Sign

Function Description

Performs the Sign operation element-wise. Sign refers to the symbol that returns the input data. If the value is 0, 0 is returned. If the value is a positive number, 1 is returned. If the value is a negative number, -1 is returned.

Prototype

Pass the temporary space through the sharedTmpBuffer input parameter.

All or part of the source operand tensors are involved in computation.

template <typename T, bool isReuseSource = false>
__aicore__ inline void Sign(const LocalTensor<T> &dstTensor, const LocalTensor<T> &srcTensor, const LocalTensor<uint8_t> &sharedTmpBuffer, const uint32_t calCount)

All source operand tensors are involved in computation.

template <typename T, bool isReuseSource = false>
__aicore__ inline void Sign(const LocalTensor<T>& dstTensor, const LocalTensor<T>& srcTensor, const LocalTensor<uint8_t>& sharedTmpBuffer)

Allocate the temporary space through the API framework.

All or part of the source operand tensors are involved in computation.

template <typename T, bool isReuseSource = false>
__aicore__ inline void Sign(const LocalTensor<T> &dstTensor, const LocalTensor<T> &srcTensor, const uint32_t calCount)

All source operand tensors are involved in computation.

template <typename T, bool isReuseSource = false>
__aicore__ inline void Sign(const LocalTensor<T> &dstTensor, const LocalTensor<T> &srcTensor)

Due to the complex mathematical computation involved in the internal implementation of this API, additional temporary space is required to store intermediate variables generated during computation.
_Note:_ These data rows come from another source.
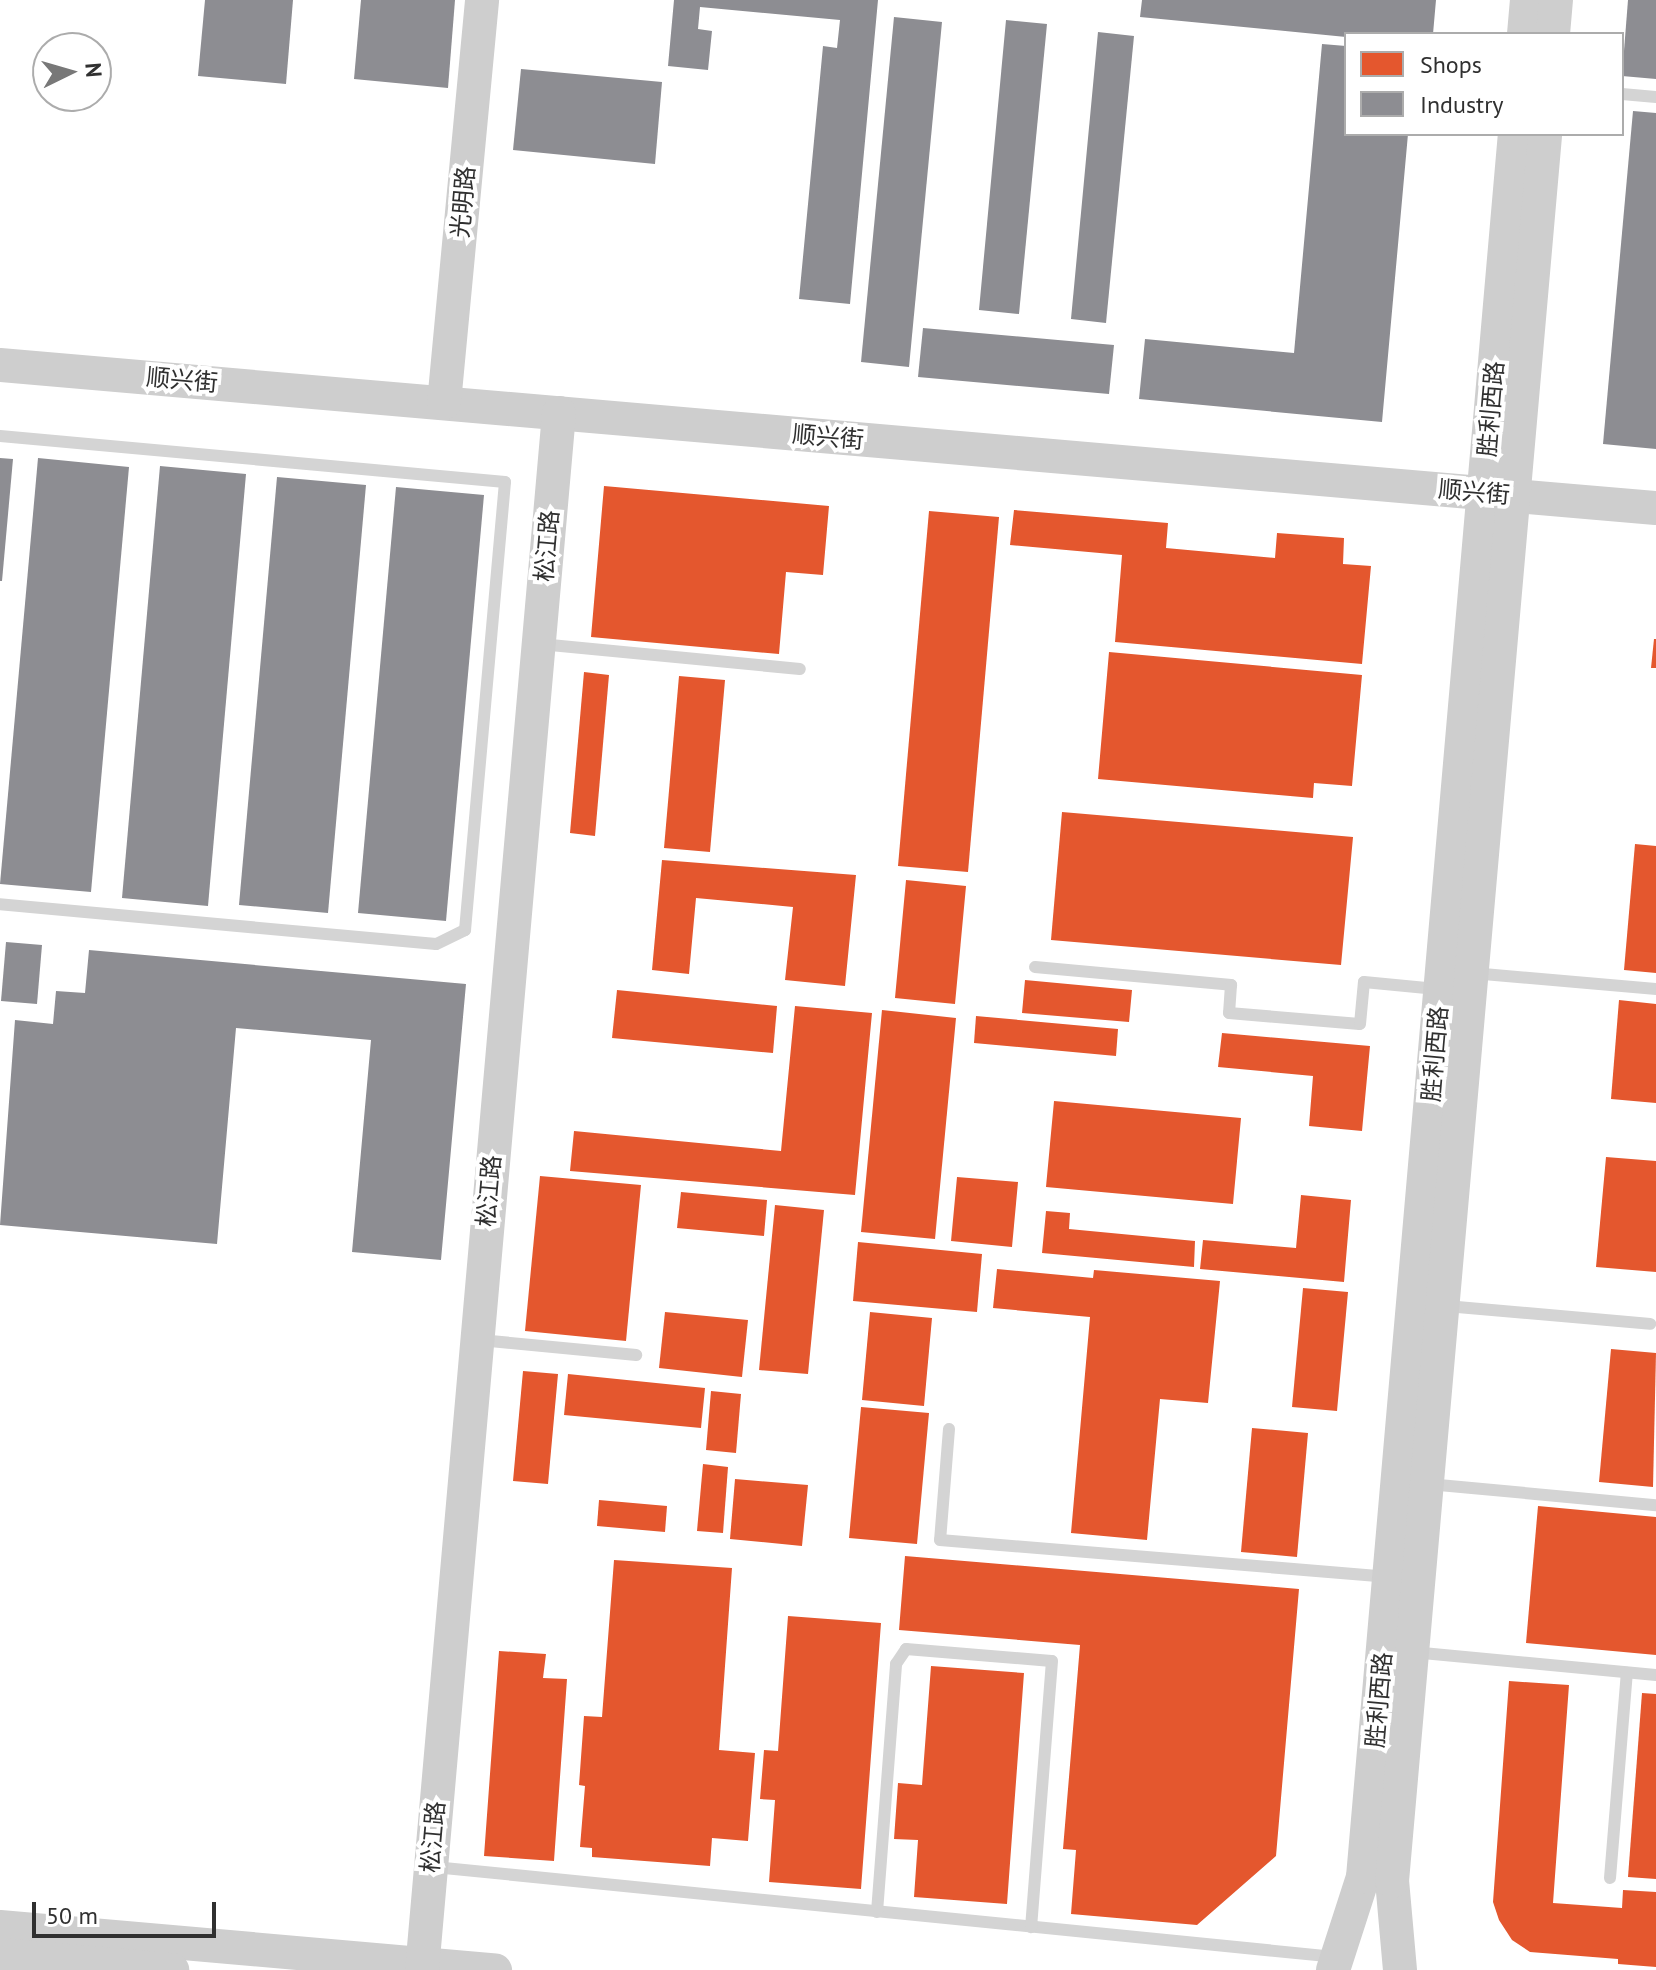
<!DOCTYPE html>
<meta charset="utf-8">
<style>
body{margin:0}
#map{position:relative;width:1656px;height:1970px;overflow:hidden;background:#fff;font-family:"PT Sans","Noto Sans SC",sans-serif}
div>[style]{position:absolute}
.shops>*{inset:0;background:#e4572e}
.industry>*{inset:0;background:#8d8d92}
.lane>*{height:12px;margin:-6px;padding:0 6px;transform-origin:6px;border-radius:6px;background:#d4d4d4}
.secondary>*{height:34px;margin:-17px;padding:0 17px;transform-origin:17px;border-radius:17px;background:#cecece}
span{translate:-50% -50%;white-space:nowrap;text-align:center;line-height:1.15;-webkit-text-stroke:8px #fff;paint-order:stroke}
.street-label{font-size:24px;color:#303030}
.legend{position:absolute;left:1344px;top:32px;width:280px;height:104px;box-sizing:border-box;background:#fff;border:2px solid #acacac;margin:0;padding:10px 14px;list-style:none;font-size:24px;color:#303030}
.legend li{display:flex;align-items:center;gap:16px;height:40px}
.legend b{width:40px;border:2px solid #acacac}
.north{position:absolute;left:32px;top:32px;width:80px;height:80px;box-sizing:border-box;background:#fff;border:2px solid #acacac;border-radius:50%;rotate:85deg;font-size:22px;font-weight:700;line-height:32px;text-align:center;color:#303030}
.north::after{content:'';display:block;margin:auto;width:28px;height:36px;background:#787878;clip-path:polygon(50% 0,100% 100%,50% 72%,0 100%)}
.scale{position:absolute;left:32px;top:1902px;width:184px;height:36px;box-sizing:border-box;border:4px solid #303030;border-top:0;padding-left:10px;font-size:24px;line-height:28px;white-space:nowrap;color:#303030;-webkit-text-stroke:6px #fff;paint-order:stroke}
</style>
<div id="map">
<div class="shops">
<div style="clip-path:polygon(604px 486px,829px 506px,823px 575px,786px 572px,779px 654px,591px 637px)"></div>
<div style="clip-path:polygon(1014px 510px,1168px 523px,1166px 548px,1275px 558px,1277px 533px,1344px 538px,1343px 564px,1371px 566px,1362px 664px,1115px 642px,1122px 555px,1010px 545px)"></div>
<div style="clip-path:polygon(929px 511px,999px 517px,968px 872px,898px 866px)"></div>
<div style="clip-path:polygon(1654px 639px,1656px 639px,1656px 668px,1651px 668px)"></div>
<div style="clip-path:polygon(1109px 652px,1362px 675px,1352px 786px,1314px 783px,1313px 798px,1098px 779px)"></div>
<div style="clip-path:polygon(584px 672px,609px 675px,595px 836px,570px 833px)"></div>
<div style="clip-path:polygon(679px 676px,725px 680px,710px 852px,664px 848px)"></div>
<div style="clip-path:polygon(1062px 812px,1353px 837px,1341px 965px,1051px 940px)"></div>
<div style="clip-path:polygon(1635px 844px,1656px 846px,1656px 973px,1624px 970px)"></div>
<div style="clip-path:polygon(662px 860px,856px 875px,845px 986px,785px 980px,793px 907px,696px 898px,689px 974px,652px 970px)"></div>
<div style="clip-path:polygon(906px 880px,966px 886px,955px 1004px,895px 998px)"></div>
<div style="clip-path:polygon(1025px 980px,1132px 990px,1129px 1022px,1022px 1013px)"></div>
<div style="clip-path:polygon(617px 990px,777px 1006px,773px 1053px,612px 1038px)"></div>
<div style="clip-path:polygon(1619px 1000px,1656px 1004px,1656px 1103px,1611px 1099px)"></div>
<div style="clip-path:polygon(795px 1006px,872px 1013px,855px 1195px,570px 1171px,574px 1131px,781px 1151px)"></div>
<div style="clip-path:polygon(882px 1010px,956px 1018px,935px 1239px,861px 1232px)"></div>
<div style="clip-path:polygon(976px 1016px,1118px 1029px,1116px 1056px,974px 1043px)"></div>
<div style="clip-path:polygon(1222px 1033px,1370px 1046px,1362px 1131px,1309px 1126px,1313px 1076px,1218px 1067px)"></div>
<div style="clip-path:polygon(1054px 1101px,1241px 1118px,1233px 1204px,1046px 1187px)"></div>
<div style="clip-path:polygon(1606px 1157px,1656px 1161px,1656px 1272px,1596px 1267px)"></div>
<div style="clip-path:polygon(540px 1176px,641px 1185px,626px 1341px,525px 1331px)"></div>
<div style="clip-path:polygon(957px 1177px,1018px 1182px,1012px 1247px,951px 1241px)"></div>
<div style="clip-path:polygon(681px 1192px,767px 1200px,764px 1236px,677px 1228px)"></div>
<div style="clip-path:polygon(1301px 1195px,1351px 1200px,1344px 1282px,1200px 1269px,1203px 1240px,1296px 1248px)"></div>
<div style="clip-path:polygon(775px 1205px,824px 1210px,808px 1374px,759px 1370px)"></div>
<div style="clip-path:polygon(1046px 1211px,1070px 1213px,1069px 1229px,1195px 1241px,1194px 1267px,1042px 1253px)"></div>
<div style="clip-path:polygon(858px 1242px,982px 1254px,977px 1312px,853px 1301px)"></div>
<div style="clip-path:polygon(997px 1269px,1093px 1278px,1094px 1270px,1220px 1281px,1208px 1403px,1160px 1399px,1147px 1540px,1071px 1533px,1090px 1317px,993px 1308px)"></div>
<div style="clip-path:polygon(1303px 1288px,1348px 1292px,1337px 1411px,1292px 1407px)"></div>
<div style="clip-path:polygon(665px 1312px,748px 1320px,742px 1377px,659px 1368px)"></div>
<div style="clip-path:polygon(870px 1312px,932px 1318px,924px 1406px,862px 1400px)"></div>
<div style="clip-path:polygon(1611px 1349px,1656px 1353px,1653px 1487px,1599px 1482px)"></div>
<div style="clip-path:polygon(523px 1371px,558px 1374px,548px 1484px,513px 1481px)"></div>
<div style="clip-path:polygon(568px 1374px,705px 1388px,701px 1428px,564px 1415px)"></div>
<div style="clip-path:polygon(711px 1391px,741px 1394px,736px 1453px,706px 1450px)"></div>
<div style="clip-path:polygon(861px 1407px,929px 1413px,917px 1544px,849px 1538px)"></div>
<div style="clip-path:polygon(1252px 1428px,1308px 1433px,1297px 1557px,1241px 1552px)"></div>
<div style="clip-path:polygon(703px 1464px,728px 1467px,723px 1533px,697px 1531px)"></div>
<div style="clip-path:polygon(735px 1479px,808px 1485px,802px 1546px,730px 1539px)"></div>
<div style="clip-path:polygon(599px 1500px,667px 1506px,665px 1532px,597px 1526px)"></div>
<div style="clip-path:polygon(1538px 1506px,1656px 1517px,1656px 1655px,1526px 1643px)"></div>
<div style="clip-path:polygon(905px 1556px,1299px 1589px,1276px 1856px,1197px 1925px,1071px 1914px,1076px 1850px,1063px 1849px,1080px 1645px,899px 1630px)"></div>
<div style="clip-path:polygon(614px 1560px,732px 1568px,719px 1750px,755px 1753px,748px 1841px,712px 1838px,710px 1866px,592px 1857px,592px 1848px,580px 1847px,585px 1786px,579px 1785px,584px 1716px,602px 1717px)"></div>
<div style="clip-path:polygon(788px 1616px,881px 1623px,861px 1889px,769px 1882px,775px 1800px,760px 1799px,764px 1750px,778px 1751px)"></div>
<div style="clip-path:polygon(499px 1651px,546px 1654px,543px 1678px,567px 1679px,554px 1861px,484px 1856px)"></div>
<div style="clip-path:polygon(931px 1666px,1024px 1673px,1007px 1904px,914px 1897px,918px 1840px,894px 1839px,898px 1783px,922px 1785px)"></div>
<div style="clip-path:polygon(1509px 1681px,1569px 1685px,1553px 1903px,1622px 1908px,1623px 1890px,1656px 1892px,1656px 1967px,1618px 1964px,1618px 1959px,1530px 1952px,1512px 1940px,1499px 1920px,1493px 1902px)"></div>
<div style="clip-path:polygon(1642px 1693px,1656px 1694px,1656px 1879px,1628px 1877px)"></div>
</div>
<div class="industry">
<div style="clip-path:polygon(205px 0,293px 0,286px 84px,198px 76px)"></div>
<div style="clip-path:polygon(361px 0,455px 0,448px 88px,354px 79px)"></div>
<div style="clip-path:polygon(674px 0,878px 0,850px 304px,799px 299px,823px 46px,837px 48px,840px 20px,700px 7px,698px 29px,712px 31px,708px 70px,668px 66px)"></div>
<div style="clip-path:polygon(1142px 0,1436px 0,1433px 34px,1346px 34px,1346px 37px,1140px 17px)"></div>
<div style="clip-path:polygon(1628px 0,1656px 0,1656px 79px,1622px 76px)"></div>
<div style="clip-path:polygon(894px 17px,942px 22px,909px 367px,861px 362px)"></div>
<div style="clip-path:polygon(1006px 20px,1047px 24px,1019px 314px,979px 310px)"></div>
<div style="clip-path:polygon(1098px 32px,1134px 36px,1106px 323px,1071px 319px)"></div>
<div style="clip-path:polygon(1322px 44px,1346px 46px,1346px 134px,1408px 134px,1382px 422px,1139px 399px,1145px 339px,1294px 353px)"></div>
<div style="clip-path:polygon(521px 69px,662px 82px,655px 164px,513px 150px)"></div>
<div style="clip-path:polygon(1633px 111px,1656px 113px,1656px 449px,1603px 444px)"></div>
<div style="clip-path:polygon(923px 328px,1114px 345px,1109px 394px,918px 377px)"></div>
<div style="clip-path:polygon(0 458px,13px 459px,2px 581px,0 581px)"></div>
<div style="clip-path:polygon(38px 458px,129px 467px,91px 892px,0 884px)"></div>
<div style="clip-path:polygon(160px 466px,246px 474px,208px 906px,122px 898px)"></div>
<div style="clip-path:polygon(277px 477px,366px 485px,328px 913px,239px 905px)"></div>
<div style="clip-path:polygon(396px 487px,484px 495px,446px 921px,358px 913px)"></div>
<div style="clip-path:polygon(6px 942px,42px 945px,37px 1004px,1px 1001px)"></div>
<div style="clip-path:polygon(89px 950px,466px 984px,441px 1260px,352px 1252px,371px 1040px,236px 1028px,217px 1244px,0 1225px,15px 1020px,53px 1024px,56px 991px,85px 993px)"></div>
</div>
<div class="lane">
<div style="left:1622px;top:94px;width:34px;rotate:5deg"></div>
<div style="left:0;top:436px;width:507px;rotate:5.2deg"></div>
<div style="left:505px;top:482px;width:450px;rotate:95.1deg"></div>
<div style="left:465px;top:930px;width:32px;rotate:154deg"></div>
<div style="left:436px;top:944px;width:438px;rotate:-174.8deg"></div>
<div style="left:540px;top:644px;width:261px;rotate:5.5deg"></div>
<div style="left:1035px;top:967px;width:197px;rotate:5.2deg"></div>
<div style="left:1231px;top:985px;width:28px;rotate:94deg"></div>
<div style="left:1229px;top:1013px;width:131px;rotate:4.8deg"></div>
<div style="left:1360px;top:1024px;width:42px;rotate:-84.6deg"></div>
<div style="left:1364px;top:982px;width:73px;rotate:5.5deg"></div>
<div style="left:1472px;top:973px;width:185px;rotate:5deg"></div>
<div style="left:1446px;top:1306px;width:205px;rotate:5deg"></div>
<div style="left:480px;top:1340px;width:157px;rotate:5.5deg"></div>
<div style="left:949px;top:1429px;width:111px;rotate:94.6deg"></div>
<div style="left:940px;top:1540px;width:448px;rotate:4.7deg"></div>
<div style="left:1428px;top:1484px;width:229px;rotate:5.3deg"></div>
<div style="left:1412px;top:1652px;width:245px;rotate:5.4deg"></div>
<div style="left:434px;top:1867px;width:905px;rotate:5.7deg"></div>
<div style="left:1610px;top:1878px;width:206px;rotate:-85.3deg"></div>
<div style="left:877px;top:1912px;width:249px;rotate:-85.6deg"></div>
<div style="left:896px;top:1664px;width:18px;rotate:-56deg"></div>
<div style="left:906px;top:1649px;width:146px;rotate:4.7deg"></div>
<div style="left:1052px;top:1661px;width:267px;rotate:94.5deg"></div>
</div>
<div class="secondary">
<div style="left:1524px;top:34px;width:34px;rotate:-85deg"></div>
<div style="left:1553px;top:34px;width:34px;rotate:-85deg"></div>
<div style="left:0;top:365px;width:1662px;rotate:4.94deg"></div>
<div style="left:444px;top:403px;width:405px;rotate:-84.6deg"></div>
<div style="left:0;top:1927px;width:497px;rotate:5deg"></div>
<div style="left:0;top:1955px;width:173px;rotate:5deg"></div>
<div style="left:422px;top:1970px;width:1563px;rotate:-84.97deg"></div>
<div style="left:1333px;top:1970px;width:98px;rotate:-72.1deg"></div>
<div style="left:1363px;top:1877px;width:1750px;rotate:-85.02deg"></div>
<div style="left:1400px;top:1970px;width:89px;rotate:-95.1deg"></div>
<div style="left:1392px;top:1881px;width:1754px;rotate:-84.99deg"></div>
</div>
<div class="street-label">
<span style="left:463px;top:202px;rotate:-85deg">光明路</span>
<span style="left:182px;top:380px;rotate:5deg">顺兴街</span>
<span style="left:1491px;top:409px;rotate:-85deg">胜利西路</span>
<span style="left:828px;top:437px;rotate:5deg">顺兴街</span>
<span style="left:1474px;top:492px;rotate:5deg">顺兴街</span>
<span style="left:547px;top:546px;rotate:-85deg">松江路</span>
<span style="left:1435px;top:1054px;rotate:-85deg">胜利西路</span>
<span style="left:489px;top:1191px;rotate:-85deg">松江路</span>
<span style="left:1379px;top:1700px;rotate:-85deg">胜利西路</span>
<span style="left:433px;top:1837px;rotate:-85deg">松江路</span>
</div>
<ul class="legend">
<li><b style="height:22px;background:#e4572e"></b>Shops</li>
<li><b style="height:22px;background:#8d8d92"></b>Industry</li>
</ul>
<div class="north">N</div>
<div class="scale">50 m</div>
</div>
The temporary space can be passed by developers through the sharedTmpBuffer input parameter or allocated through the API framework.

When the sharedTmpBuffer input parameter is used for passing the temporary space, the tensor serves as the temporary space. In this case, the API framework is not required for temporary space allocation. This enables developers to manage the sharedTmpBuffer space and reuse the buffer after calling the API, so that the buffer is not repeatedly allocated and deallocated, improving the flexibility and buffer utilization.
When the API framework is used for temporary space allocation, developers do not need to allocate the space, but must reserve the required size for the space.

If sharedTmpBuffer is used, developers must allocate space for the tensor. If the API framework is used, developers must reserve the temporary space. To obtain the size of the temporary space (BufferSize) to be reserved, use the API provided in GetSignMaxMinTmpSize.

Parameters

**Table 1** Parameters in the template
Parameter	Description
T	Data type of the operand.
isReuseSource	Whether the source operand can be modified. This parameter is reserved. Pass the default value false.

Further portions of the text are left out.